For the currencies market, the risk tone was a clear driver of markets, especially shown with NZD and AUD the strongest of the majors. This is, despite the latest NAB Business Confidence figures that fell back to -14, which also underlined the negative impact, of the coronavirus outbreak in Victoria is having on Australia’s economy. On the contrary, safe havens like the JPY and CHF are currently the weakest of the FX majors. As such, the session saw AUDJPY break firmly above yesterday’s high and the 76.00 handle while NZDJPY broke above the 70.00 handle. The JPY and USD are both back under selling pressure, together with the CHF. Overall, commodity currencies are generally stronger, with AUD leading the way higher.as mentioned above.
As for Gold, rising Treasury yields together with a firmer U.S. Dollar as of yesterday, are weighing on gold prices, since investors seemed to be returning to the safety of the USD. This is so, right after Beijing smacked sanctions on U.S. officials in the latest flare-up in tensions between the United States and China, with investors also keeping a close watch on negotiations over a U.S. stimulus plan. The main trend is up according to the daily swing chart; however, momentum is trending lower. A trade through $2089.20 will signal a resumption of the uptrend. The main trend will change to down on a breakthrough the last main bottom at $1819.30.
Today’s High Impact Events
The times below are GMT+3
09.00 (Post) – UK Claimant Count Change
Claimant Count Change presents the change in the number of people claiming unemployment benefits during the given month. An increase in the claimant count is an indication of weakness in the labour market and can have a negative effect on the GDP quotes. GBP/USD as of time of analysis today, is trading near 1.3070 following the data that was released, while the UK’s labour market results showed mixed results for the month of June. The focus now shifted to GDP figures, Industrial Production due tomorrow.

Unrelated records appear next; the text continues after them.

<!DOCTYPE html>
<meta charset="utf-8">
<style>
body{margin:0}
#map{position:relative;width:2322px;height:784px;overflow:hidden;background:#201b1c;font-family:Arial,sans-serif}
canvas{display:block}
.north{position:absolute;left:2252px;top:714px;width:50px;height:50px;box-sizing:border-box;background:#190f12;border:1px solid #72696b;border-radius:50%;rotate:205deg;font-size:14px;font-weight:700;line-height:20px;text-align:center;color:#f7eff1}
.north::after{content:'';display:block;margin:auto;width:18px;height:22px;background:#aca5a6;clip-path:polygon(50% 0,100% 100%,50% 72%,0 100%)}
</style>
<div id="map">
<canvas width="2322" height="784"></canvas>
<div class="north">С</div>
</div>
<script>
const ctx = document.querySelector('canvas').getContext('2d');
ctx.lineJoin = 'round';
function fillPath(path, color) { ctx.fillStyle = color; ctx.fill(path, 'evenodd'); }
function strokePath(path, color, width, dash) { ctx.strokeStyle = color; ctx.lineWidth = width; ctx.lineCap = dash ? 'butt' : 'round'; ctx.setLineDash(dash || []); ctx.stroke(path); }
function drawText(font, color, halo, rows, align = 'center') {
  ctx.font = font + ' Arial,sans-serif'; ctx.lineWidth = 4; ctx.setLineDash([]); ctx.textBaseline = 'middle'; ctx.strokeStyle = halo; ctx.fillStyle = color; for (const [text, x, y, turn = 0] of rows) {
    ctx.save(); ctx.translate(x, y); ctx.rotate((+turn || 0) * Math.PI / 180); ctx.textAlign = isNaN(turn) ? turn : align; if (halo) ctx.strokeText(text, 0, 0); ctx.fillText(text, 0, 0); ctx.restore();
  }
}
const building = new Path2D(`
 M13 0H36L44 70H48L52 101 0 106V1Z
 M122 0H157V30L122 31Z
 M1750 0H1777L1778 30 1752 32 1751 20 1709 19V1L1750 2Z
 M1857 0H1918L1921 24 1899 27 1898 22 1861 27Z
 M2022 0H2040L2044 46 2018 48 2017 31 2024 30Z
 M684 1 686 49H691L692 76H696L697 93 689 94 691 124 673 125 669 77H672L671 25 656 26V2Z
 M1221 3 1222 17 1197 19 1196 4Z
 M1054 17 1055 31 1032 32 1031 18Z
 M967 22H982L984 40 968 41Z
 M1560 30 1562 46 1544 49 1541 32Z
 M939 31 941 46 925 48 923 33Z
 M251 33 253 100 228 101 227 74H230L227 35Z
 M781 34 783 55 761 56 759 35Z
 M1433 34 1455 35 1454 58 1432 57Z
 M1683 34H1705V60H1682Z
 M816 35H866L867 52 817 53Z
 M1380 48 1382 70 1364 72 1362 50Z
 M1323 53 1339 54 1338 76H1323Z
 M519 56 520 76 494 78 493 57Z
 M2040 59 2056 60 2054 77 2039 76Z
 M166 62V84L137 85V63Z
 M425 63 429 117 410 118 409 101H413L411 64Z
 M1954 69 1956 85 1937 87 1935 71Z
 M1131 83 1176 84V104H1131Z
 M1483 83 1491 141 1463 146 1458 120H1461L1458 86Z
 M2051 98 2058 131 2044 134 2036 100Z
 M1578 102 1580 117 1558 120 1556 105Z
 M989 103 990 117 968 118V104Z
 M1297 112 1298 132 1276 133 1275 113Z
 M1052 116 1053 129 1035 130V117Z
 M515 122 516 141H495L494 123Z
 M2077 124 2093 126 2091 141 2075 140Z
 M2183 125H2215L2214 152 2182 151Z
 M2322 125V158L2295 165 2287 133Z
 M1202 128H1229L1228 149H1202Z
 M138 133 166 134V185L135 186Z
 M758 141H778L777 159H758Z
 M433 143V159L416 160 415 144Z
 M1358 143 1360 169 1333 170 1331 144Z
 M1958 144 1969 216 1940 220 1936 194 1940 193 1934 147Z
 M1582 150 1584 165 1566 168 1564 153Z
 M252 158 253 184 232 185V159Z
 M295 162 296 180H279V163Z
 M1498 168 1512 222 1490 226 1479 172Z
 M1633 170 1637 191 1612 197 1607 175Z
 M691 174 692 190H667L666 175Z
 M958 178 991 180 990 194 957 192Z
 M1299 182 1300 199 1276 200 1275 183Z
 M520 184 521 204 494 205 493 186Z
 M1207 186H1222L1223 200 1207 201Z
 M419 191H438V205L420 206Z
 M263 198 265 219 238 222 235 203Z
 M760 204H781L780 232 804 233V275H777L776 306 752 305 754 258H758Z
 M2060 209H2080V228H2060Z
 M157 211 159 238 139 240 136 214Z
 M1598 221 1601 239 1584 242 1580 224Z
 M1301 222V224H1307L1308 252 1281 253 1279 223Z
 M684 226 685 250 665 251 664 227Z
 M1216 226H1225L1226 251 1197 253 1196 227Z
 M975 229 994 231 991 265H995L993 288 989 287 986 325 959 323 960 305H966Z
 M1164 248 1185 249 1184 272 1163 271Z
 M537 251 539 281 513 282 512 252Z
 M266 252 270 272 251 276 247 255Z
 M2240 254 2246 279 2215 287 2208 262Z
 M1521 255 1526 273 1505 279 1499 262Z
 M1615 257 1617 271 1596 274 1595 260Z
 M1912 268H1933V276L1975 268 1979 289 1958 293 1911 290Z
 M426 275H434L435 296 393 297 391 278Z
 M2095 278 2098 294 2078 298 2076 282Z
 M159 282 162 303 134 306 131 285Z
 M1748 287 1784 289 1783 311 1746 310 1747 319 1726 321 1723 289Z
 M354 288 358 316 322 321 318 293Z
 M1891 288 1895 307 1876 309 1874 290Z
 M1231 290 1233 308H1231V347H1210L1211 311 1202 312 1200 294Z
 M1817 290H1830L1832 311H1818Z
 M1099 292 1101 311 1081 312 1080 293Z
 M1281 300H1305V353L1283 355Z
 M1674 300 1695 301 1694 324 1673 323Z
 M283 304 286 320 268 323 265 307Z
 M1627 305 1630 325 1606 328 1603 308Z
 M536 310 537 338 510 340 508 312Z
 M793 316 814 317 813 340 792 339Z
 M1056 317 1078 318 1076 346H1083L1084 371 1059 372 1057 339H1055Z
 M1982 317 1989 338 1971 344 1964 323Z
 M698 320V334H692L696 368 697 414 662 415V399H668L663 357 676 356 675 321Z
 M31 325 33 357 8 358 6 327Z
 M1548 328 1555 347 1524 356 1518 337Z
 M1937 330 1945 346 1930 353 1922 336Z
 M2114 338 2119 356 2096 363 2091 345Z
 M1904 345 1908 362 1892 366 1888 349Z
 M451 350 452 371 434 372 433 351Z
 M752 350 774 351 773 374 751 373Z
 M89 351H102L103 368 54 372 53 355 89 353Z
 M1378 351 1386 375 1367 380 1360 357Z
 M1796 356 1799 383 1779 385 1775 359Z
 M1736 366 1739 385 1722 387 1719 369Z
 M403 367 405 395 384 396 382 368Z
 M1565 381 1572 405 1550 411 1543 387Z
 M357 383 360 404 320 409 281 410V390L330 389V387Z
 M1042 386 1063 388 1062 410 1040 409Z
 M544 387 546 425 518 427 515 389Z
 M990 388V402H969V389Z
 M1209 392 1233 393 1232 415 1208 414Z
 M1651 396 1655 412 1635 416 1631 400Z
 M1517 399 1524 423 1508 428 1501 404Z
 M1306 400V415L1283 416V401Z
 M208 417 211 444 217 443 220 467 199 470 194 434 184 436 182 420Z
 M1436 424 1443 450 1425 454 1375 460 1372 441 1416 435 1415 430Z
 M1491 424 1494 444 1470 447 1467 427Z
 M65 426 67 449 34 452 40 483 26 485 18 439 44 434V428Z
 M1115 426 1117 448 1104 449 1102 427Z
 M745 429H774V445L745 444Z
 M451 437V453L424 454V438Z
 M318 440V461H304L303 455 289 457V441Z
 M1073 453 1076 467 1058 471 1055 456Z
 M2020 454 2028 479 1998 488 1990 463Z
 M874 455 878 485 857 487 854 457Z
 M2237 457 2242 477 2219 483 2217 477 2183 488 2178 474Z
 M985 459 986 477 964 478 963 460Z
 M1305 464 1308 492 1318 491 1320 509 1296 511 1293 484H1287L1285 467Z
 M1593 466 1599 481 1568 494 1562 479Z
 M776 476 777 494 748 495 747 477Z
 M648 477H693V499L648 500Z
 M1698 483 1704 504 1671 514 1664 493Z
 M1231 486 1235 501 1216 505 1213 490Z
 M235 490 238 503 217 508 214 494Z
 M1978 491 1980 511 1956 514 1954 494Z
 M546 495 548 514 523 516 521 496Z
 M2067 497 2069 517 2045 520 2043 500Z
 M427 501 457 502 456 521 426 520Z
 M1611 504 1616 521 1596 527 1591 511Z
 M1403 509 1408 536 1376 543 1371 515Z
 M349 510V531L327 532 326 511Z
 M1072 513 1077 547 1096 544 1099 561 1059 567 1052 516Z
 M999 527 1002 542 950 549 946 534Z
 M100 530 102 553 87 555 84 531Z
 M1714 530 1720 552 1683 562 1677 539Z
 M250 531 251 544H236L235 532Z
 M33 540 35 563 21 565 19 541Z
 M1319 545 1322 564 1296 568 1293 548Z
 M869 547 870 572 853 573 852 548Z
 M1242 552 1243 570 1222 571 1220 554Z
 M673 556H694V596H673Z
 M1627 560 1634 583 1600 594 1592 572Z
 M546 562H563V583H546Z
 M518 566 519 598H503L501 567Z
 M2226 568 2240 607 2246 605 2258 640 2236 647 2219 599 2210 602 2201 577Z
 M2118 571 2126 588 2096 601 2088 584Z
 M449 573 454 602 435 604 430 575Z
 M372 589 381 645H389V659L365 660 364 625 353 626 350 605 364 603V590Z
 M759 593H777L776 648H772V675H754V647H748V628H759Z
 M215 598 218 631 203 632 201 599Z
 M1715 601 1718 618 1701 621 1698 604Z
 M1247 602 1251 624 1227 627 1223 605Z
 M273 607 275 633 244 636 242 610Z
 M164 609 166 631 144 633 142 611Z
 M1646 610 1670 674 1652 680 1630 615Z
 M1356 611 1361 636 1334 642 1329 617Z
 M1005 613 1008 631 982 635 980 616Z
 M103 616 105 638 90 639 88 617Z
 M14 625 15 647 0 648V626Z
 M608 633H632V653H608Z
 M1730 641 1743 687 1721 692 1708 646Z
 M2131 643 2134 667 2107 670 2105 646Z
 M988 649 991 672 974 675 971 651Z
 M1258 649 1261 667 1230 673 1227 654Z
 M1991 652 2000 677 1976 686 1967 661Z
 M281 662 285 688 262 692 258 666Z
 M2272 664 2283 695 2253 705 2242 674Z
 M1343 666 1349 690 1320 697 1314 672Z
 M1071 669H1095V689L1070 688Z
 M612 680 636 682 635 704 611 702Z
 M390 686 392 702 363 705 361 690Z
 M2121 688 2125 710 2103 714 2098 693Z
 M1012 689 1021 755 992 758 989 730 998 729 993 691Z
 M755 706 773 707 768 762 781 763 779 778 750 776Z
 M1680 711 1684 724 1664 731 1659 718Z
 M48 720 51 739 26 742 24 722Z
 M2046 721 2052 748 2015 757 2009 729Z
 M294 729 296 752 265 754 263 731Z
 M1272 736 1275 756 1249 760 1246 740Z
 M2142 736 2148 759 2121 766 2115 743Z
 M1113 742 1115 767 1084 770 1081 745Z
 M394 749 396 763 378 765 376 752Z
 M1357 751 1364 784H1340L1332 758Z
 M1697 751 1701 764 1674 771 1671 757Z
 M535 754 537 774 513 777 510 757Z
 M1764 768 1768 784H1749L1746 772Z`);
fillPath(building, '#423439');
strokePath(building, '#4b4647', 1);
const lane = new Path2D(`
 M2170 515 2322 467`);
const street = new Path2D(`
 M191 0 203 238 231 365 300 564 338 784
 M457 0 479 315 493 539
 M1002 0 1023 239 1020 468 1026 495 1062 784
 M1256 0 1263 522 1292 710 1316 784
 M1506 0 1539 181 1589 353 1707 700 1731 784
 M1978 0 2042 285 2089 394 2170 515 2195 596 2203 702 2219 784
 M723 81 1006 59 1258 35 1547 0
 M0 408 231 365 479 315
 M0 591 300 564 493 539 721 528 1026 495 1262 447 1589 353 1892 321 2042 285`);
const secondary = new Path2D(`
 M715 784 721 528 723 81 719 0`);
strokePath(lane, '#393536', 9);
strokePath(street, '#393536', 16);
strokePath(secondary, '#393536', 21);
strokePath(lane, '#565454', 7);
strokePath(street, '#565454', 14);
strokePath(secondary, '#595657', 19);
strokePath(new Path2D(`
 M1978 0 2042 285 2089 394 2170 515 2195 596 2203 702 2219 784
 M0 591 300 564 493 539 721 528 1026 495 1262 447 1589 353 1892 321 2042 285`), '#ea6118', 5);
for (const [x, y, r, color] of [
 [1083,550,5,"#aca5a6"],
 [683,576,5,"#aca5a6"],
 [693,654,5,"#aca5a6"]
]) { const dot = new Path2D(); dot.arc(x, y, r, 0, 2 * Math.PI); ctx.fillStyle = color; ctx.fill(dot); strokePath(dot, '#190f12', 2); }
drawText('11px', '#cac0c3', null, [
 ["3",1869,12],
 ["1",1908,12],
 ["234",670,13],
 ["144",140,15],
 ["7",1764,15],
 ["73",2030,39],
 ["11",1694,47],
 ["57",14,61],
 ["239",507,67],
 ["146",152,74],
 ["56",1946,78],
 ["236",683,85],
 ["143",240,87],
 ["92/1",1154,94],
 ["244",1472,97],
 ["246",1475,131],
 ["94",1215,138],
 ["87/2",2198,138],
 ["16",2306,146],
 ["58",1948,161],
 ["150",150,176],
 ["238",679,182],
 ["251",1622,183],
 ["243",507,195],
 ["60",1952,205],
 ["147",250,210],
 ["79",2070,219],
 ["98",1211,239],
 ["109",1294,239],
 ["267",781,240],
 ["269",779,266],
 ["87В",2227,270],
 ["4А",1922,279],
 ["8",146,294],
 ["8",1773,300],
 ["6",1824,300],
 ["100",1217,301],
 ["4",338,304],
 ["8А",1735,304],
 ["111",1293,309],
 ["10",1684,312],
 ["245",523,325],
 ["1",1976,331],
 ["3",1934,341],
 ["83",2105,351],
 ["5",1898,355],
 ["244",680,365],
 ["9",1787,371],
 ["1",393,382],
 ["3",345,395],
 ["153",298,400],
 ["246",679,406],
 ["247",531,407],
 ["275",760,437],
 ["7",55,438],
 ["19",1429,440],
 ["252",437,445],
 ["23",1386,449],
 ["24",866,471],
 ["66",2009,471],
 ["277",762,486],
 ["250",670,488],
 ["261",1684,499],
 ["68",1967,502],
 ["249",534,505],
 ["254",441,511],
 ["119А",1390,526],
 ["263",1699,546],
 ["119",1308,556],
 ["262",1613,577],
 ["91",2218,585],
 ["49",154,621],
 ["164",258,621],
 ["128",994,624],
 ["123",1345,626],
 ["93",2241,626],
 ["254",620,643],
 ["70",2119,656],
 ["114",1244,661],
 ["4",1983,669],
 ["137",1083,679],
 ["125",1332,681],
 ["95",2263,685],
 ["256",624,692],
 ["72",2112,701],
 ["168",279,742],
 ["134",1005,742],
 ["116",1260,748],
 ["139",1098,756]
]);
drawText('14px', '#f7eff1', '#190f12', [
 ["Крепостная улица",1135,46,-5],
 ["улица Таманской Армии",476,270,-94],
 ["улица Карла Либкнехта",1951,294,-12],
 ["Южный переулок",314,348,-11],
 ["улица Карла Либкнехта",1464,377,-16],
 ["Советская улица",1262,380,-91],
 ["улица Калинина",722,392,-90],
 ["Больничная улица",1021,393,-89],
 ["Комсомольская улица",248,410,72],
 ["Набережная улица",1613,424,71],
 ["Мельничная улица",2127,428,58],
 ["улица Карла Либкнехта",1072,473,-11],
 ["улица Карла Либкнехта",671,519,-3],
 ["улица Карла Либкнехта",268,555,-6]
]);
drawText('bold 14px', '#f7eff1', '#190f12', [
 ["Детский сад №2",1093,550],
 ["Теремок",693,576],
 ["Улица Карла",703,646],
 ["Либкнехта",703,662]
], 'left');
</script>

Potential instruments to Trade: GBP Crosses.
12.00 – ZEW Germany Economic Sentiment Indicator
The ZEW Indicator of Economic Sentiment for Germany decreased slightly in July 2020.The assessment of the economic situation in Germany has improved slightly for the second time since January 2020. The corresponding indicator currently stands at minus 80.9 points, an increase of 2.2 points compared to June. Going forward, traders would keep a watch on Euro-zone’s ZEW survey economic sentiment for August along with Germany’s ZEW survey current situation and economic sentiment, both for August, slated to release to in less than an hour’s time.
Potential instruments to Trade: EUR Crosses.
Coronavirus Status Update
The number of confirmed coronavirus cases worldwide topped 20 million today, more than half of them from the U.S., India and Brazil. It took six months or so to get to 10 million cases after the virus first appeared in central China late last year. It took just over six weeks for that number to double.
US COVID-19 cases +48,690 (prev. +54,590) and deaths +558 (prev. +1,064), while a major newswire tally stated that US cases increased by at least 48,405 to a total of 5.11mln on Monday and deaths rose by at least 541 to a total of 163.2k.